Sanam wants to vote for the PTI candidate in her area running in local government polls. But she fears that she might be ridiculed, or worse, attacked, at the polling station. “Women won’t allow me in their queues while men will harass me.”
Realising the community’s concerns and to ensure that its members exercise their right to vote, a transgender community rights body has demanded that the government should take steps to ensure their participation in the polls.
“We understand that the election commission can’t arrange separate queues for members of the transgender community because of their few numbers,” said Bindiya Rana, a leader of the Gender Interactive Alliance (GIA), a group working for the rights of transgender people in the country. “But at least they can exempt us from standing in queues,” she added.
Rana and a handful of others were the first of Pakistan’s transgender community who had participated in the 2013 general elections.
However, none of them are contesting in the upcoming local government polls in the city.
Rana, who was a candidate in PS-114, a constituency comprising Mehmoodabad and Azam Basti neighbourhoods, said they had participated in the general elections just to show that the community was capable of participating in parliamentary politics.
“I wasn’t elected in the poll but our step to run as candidates was the community’s victory.”
She also filed a case in the apex court to have her nomination papers accepted after doubts were raised over her gender. Rana said the decision in her favour had paved the way for future candidates from the community.

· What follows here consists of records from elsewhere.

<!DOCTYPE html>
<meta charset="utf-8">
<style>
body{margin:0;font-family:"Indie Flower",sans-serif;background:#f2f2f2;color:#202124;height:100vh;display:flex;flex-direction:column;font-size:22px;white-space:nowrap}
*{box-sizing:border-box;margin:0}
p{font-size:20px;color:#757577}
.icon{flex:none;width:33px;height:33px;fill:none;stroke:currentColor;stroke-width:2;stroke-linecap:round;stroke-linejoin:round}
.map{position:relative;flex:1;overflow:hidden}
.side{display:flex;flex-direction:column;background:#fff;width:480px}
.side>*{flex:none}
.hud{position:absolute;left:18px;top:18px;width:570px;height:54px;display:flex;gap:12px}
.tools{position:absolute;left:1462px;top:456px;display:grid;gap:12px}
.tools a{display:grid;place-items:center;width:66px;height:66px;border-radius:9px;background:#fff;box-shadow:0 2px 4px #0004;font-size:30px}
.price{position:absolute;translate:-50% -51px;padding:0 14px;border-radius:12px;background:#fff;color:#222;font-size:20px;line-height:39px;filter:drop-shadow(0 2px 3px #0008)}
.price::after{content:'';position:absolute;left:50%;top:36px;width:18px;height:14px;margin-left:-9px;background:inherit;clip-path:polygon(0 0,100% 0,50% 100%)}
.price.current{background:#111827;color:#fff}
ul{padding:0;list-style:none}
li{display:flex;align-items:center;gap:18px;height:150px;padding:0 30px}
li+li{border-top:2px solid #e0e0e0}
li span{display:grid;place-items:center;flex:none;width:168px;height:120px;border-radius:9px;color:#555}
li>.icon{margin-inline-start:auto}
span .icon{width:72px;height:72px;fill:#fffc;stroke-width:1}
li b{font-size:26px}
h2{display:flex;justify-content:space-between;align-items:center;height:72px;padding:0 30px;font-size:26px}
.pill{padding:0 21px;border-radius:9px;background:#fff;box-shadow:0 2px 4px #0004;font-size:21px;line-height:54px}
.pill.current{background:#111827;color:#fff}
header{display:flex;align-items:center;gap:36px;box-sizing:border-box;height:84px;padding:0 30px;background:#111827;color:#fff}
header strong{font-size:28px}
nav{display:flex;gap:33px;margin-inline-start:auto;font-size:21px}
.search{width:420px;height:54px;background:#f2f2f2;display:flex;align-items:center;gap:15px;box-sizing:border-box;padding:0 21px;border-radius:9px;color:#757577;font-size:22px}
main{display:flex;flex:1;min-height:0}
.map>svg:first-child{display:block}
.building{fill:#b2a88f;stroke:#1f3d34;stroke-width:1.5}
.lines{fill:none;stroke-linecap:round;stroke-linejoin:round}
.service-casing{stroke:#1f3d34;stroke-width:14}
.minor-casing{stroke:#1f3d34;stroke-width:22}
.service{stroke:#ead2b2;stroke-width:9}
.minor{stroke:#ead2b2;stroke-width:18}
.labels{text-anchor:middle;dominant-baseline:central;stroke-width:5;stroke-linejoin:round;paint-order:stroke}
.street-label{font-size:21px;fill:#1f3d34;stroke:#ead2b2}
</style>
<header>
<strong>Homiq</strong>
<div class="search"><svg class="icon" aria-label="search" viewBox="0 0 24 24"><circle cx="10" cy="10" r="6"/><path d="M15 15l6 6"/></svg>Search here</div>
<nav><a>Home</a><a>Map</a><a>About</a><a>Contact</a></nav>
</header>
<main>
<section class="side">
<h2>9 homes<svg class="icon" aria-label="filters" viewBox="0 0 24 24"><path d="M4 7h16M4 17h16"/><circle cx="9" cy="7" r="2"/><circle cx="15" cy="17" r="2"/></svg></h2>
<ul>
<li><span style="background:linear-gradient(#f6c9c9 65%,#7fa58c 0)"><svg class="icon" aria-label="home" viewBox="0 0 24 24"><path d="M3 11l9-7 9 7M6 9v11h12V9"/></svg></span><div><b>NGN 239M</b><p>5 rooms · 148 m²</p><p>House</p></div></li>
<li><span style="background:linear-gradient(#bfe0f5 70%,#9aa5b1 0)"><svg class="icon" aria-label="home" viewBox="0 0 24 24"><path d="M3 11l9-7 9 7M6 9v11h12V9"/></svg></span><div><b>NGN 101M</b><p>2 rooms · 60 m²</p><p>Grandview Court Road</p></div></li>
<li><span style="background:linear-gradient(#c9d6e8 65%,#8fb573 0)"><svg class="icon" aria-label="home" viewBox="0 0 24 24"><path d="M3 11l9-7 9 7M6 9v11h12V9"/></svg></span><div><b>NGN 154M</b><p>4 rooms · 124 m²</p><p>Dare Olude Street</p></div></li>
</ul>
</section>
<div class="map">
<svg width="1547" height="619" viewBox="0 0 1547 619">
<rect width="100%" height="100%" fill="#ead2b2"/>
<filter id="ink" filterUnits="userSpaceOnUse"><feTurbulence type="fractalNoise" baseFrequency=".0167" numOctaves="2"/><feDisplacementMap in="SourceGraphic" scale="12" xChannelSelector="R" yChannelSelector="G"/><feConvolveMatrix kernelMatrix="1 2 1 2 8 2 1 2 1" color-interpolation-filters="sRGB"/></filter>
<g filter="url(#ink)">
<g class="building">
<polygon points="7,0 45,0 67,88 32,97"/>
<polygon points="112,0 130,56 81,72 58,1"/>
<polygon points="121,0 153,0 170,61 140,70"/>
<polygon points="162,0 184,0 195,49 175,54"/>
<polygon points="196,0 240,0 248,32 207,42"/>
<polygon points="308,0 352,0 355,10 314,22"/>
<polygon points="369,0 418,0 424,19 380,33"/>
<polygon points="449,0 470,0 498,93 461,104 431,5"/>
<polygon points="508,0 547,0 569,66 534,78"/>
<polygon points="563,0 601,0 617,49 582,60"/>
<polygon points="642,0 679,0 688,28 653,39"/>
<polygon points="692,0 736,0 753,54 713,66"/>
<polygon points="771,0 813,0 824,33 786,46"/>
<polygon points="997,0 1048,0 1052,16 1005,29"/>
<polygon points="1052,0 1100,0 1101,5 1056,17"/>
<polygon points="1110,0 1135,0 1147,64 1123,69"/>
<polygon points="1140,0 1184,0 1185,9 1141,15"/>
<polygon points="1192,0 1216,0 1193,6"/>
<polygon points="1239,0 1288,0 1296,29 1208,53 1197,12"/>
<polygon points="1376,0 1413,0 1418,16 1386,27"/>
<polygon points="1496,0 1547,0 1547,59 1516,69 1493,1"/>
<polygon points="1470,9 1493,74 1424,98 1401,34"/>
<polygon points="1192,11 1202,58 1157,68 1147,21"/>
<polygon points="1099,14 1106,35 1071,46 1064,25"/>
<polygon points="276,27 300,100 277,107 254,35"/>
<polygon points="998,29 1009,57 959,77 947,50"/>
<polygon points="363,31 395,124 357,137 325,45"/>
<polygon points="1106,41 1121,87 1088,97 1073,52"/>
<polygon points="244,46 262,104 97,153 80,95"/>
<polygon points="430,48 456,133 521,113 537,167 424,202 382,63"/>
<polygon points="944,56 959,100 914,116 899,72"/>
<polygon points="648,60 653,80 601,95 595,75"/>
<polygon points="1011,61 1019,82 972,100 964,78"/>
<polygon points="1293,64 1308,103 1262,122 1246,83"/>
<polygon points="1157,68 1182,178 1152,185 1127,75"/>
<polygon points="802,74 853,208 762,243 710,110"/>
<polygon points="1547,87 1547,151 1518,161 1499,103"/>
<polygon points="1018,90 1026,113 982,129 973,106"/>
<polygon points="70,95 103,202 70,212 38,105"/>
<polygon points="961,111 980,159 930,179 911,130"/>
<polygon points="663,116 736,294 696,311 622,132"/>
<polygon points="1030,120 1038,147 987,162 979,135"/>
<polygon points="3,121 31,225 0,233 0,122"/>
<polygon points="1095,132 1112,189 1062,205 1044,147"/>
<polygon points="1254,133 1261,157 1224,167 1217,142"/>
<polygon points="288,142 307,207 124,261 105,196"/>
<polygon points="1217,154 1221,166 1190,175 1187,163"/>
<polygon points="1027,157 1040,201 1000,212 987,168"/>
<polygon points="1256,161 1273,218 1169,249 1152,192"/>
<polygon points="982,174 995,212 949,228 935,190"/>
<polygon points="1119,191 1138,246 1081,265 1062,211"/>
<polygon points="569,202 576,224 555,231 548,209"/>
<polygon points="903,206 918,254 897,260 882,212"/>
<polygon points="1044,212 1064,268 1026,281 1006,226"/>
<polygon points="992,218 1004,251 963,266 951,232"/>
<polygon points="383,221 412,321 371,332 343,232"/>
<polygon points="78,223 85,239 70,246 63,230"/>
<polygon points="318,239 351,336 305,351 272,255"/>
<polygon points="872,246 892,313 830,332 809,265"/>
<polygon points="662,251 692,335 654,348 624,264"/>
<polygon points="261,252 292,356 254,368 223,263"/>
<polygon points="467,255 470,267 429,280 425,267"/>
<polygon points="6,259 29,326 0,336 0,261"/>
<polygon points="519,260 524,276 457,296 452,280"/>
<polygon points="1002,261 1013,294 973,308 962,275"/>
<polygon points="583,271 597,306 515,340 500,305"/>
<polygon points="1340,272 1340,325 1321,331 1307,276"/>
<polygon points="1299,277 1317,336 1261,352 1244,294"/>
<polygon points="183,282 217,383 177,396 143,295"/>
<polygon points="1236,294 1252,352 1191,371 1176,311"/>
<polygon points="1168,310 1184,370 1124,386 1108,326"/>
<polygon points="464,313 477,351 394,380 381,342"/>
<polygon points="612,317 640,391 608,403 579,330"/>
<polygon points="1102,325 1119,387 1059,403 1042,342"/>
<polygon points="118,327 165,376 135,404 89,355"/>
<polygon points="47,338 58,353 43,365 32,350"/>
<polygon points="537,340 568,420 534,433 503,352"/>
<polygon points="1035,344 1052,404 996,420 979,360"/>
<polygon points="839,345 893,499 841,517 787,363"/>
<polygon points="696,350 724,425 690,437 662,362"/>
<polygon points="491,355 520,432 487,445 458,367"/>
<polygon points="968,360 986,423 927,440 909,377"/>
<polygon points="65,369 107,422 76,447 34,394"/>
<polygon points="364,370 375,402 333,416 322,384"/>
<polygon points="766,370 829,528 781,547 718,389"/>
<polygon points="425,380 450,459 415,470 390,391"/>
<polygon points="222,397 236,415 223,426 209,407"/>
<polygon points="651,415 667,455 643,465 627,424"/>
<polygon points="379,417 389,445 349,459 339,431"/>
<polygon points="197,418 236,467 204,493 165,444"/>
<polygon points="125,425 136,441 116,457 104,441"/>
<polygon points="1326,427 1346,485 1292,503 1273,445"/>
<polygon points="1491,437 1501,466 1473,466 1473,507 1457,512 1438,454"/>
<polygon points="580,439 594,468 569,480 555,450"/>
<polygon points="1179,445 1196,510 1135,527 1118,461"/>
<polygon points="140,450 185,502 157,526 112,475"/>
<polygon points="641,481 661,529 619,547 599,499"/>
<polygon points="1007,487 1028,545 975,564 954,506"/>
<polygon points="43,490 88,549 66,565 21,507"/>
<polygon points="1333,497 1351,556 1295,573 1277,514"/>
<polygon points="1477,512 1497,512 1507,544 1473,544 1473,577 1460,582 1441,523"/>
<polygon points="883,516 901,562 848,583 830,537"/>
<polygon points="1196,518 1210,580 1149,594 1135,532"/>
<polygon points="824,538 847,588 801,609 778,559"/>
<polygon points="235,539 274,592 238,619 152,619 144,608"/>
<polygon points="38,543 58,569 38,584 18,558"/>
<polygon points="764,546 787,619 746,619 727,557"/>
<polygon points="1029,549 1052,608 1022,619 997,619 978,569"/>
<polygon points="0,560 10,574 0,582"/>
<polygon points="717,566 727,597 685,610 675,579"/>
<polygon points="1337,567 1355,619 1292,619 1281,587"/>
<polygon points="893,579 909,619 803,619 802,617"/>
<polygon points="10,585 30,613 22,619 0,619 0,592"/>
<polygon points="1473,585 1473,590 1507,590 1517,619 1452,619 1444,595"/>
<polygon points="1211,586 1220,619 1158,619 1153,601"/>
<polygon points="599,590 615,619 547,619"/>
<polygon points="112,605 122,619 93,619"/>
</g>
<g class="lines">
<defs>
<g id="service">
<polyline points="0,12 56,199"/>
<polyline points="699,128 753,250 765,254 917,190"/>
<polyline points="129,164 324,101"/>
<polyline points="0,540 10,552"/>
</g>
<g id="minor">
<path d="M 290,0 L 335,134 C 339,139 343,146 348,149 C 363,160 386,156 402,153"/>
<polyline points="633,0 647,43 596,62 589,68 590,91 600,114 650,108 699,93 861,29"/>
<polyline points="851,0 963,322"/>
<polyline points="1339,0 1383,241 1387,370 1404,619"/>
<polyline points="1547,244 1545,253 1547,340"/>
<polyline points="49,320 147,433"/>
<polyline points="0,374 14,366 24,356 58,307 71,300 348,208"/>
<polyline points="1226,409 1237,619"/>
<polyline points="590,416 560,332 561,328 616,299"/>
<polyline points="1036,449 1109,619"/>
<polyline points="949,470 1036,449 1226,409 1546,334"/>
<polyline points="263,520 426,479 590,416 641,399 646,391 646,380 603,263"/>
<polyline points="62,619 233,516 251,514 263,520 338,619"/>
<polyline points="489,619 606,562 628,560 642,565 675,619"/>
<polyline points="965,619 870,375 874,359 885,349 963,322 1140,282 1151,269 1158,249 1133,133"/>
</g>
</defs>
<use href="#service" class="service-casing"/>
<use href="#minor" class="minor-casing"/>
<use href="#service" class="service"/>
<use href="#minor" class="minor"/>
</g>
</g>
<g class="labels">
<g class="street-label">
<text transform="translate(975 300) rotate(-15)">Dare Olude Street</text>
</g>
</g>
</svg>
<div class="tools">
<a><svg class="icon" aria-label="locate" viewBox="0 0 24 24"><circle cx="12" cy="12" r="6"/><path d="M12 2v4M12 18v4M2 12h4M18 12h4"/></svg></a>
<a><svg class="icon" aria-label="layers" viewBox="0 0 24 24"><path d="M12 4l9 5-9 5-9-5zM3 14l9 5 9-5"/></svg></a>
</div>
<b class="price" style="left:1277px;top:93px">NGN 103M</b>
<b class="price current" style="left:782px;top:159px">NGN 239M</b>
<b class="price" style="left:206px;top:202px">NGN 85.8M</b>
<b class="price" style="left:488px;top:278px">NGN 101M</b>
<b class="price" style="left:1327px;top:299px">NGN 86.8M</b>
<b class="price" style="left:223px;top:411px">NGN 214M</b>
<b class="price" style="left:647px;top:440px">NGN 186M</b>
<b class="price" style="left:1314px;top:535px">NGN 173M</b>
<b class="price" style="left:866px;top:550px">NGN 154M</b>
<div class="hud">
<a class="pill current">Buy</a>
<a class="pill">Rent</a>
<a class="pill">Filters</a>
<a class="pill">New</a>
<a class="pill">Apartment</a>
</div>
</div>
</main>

Although there are no official statistics available, Rana said there were over 3,000 transgender community voters in different parts of the city, mainly in Gizri, New Karachi, Mehmoodabaad and Quaidabad.
Rana said the transgender population was not large enough to enable its members to run in the local government polls. “There are reserved seats for women, youth, labourers and non-Muslims at the union committee and district level, but none for the transgender community.”
Some members of the community are not enthusiastic about the local government polls.
“A large section of the society don’t accept us as humans and instead of providing us with our basic rights, constantly harasses us,” said Salma, 21, a transgender community member living in Gizri.
“The society’s attitude has compelled us to not participate in social gatherings and activities including elections and limited us to our own community,” she maintained.
Rana Asif Habib, a social activist working closely with the transgender community, seconded the community’s demand for separate arrangements for its members at polling stations. “No one can deny the discrimination and harassment that this community faces in Pakistan. Therefore, its demands are more than legitimate and deserve due attention,” he said
Habib added that there should at least be one reserved seat for the transgender community at the district level so that there could be someone representing them among the decision-makers.